How to complete this task
Please give back the listing exactly, without any of its pictures.

Recorded information
################

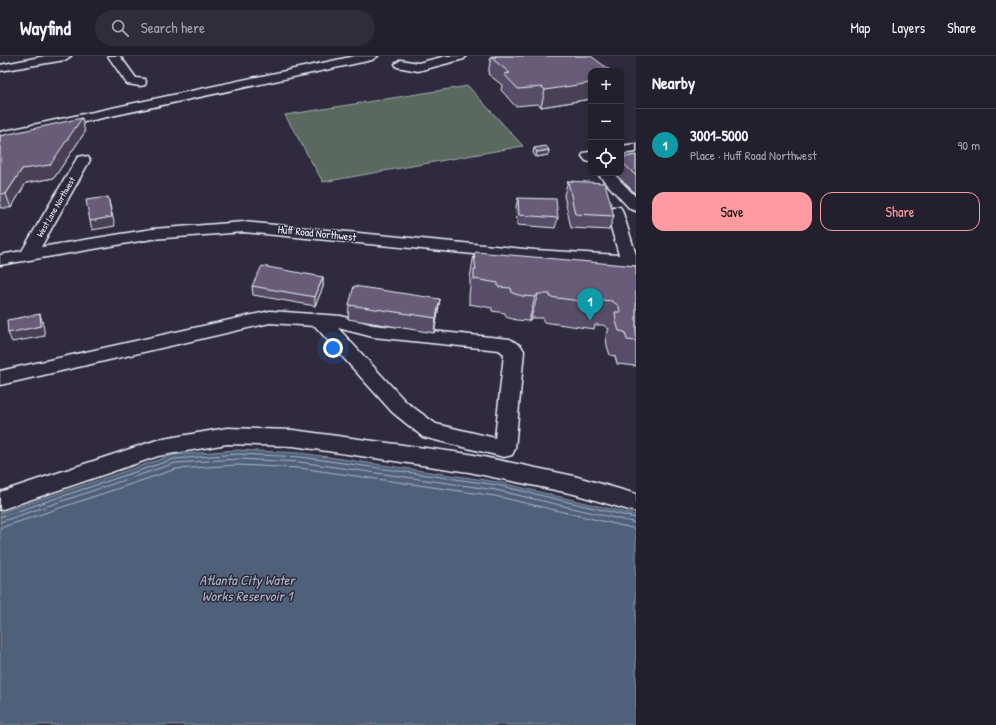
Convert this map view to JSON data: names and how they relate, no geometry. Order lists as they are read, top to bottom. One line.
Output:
{"streets":{"street":["West Lane Northwest","Huff Road Northwest"]},"crossings":[["West Lane Northwest","Huff Road Northwest"]],"water":["Atlanta City Water Works Reservoir 1"],"page":{"header":"Wayfind","search":"Search here","nav":["Map","Layers","Share"],"heading":"Nearby","map_buttons":["+","−"],"list":[{"mark":"1","name":"3001-5000","note":"Place · Huff Road Northwest","value":"90 m"}],"buttons":["Save","Share"],"pins":"1"}}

################

Solution below
Convert this map view to JSON data: names and how they relate, no geometry. Order lists as they are read, top to bottom. One line.
Output:
{"streets":{"street":["West Lane Northwest","Huff Road Northwest"]},"crossings":[["West Lane Northwest","Huff Road Northwest"]],"water":["Atlanta City Water Works Reservoir 1"],"page":{"header":"Wayfind","search":"Search here","nav":["Map","Layers","Share"],"heading":"Nearby","map_buttons":["+","−"],"list":[{"mark":"1","name":"3001-5000","note":"Place · Huff Road Northwest","value":"90 m"}],"buttons":["Save","Share"],"pins":"1"}}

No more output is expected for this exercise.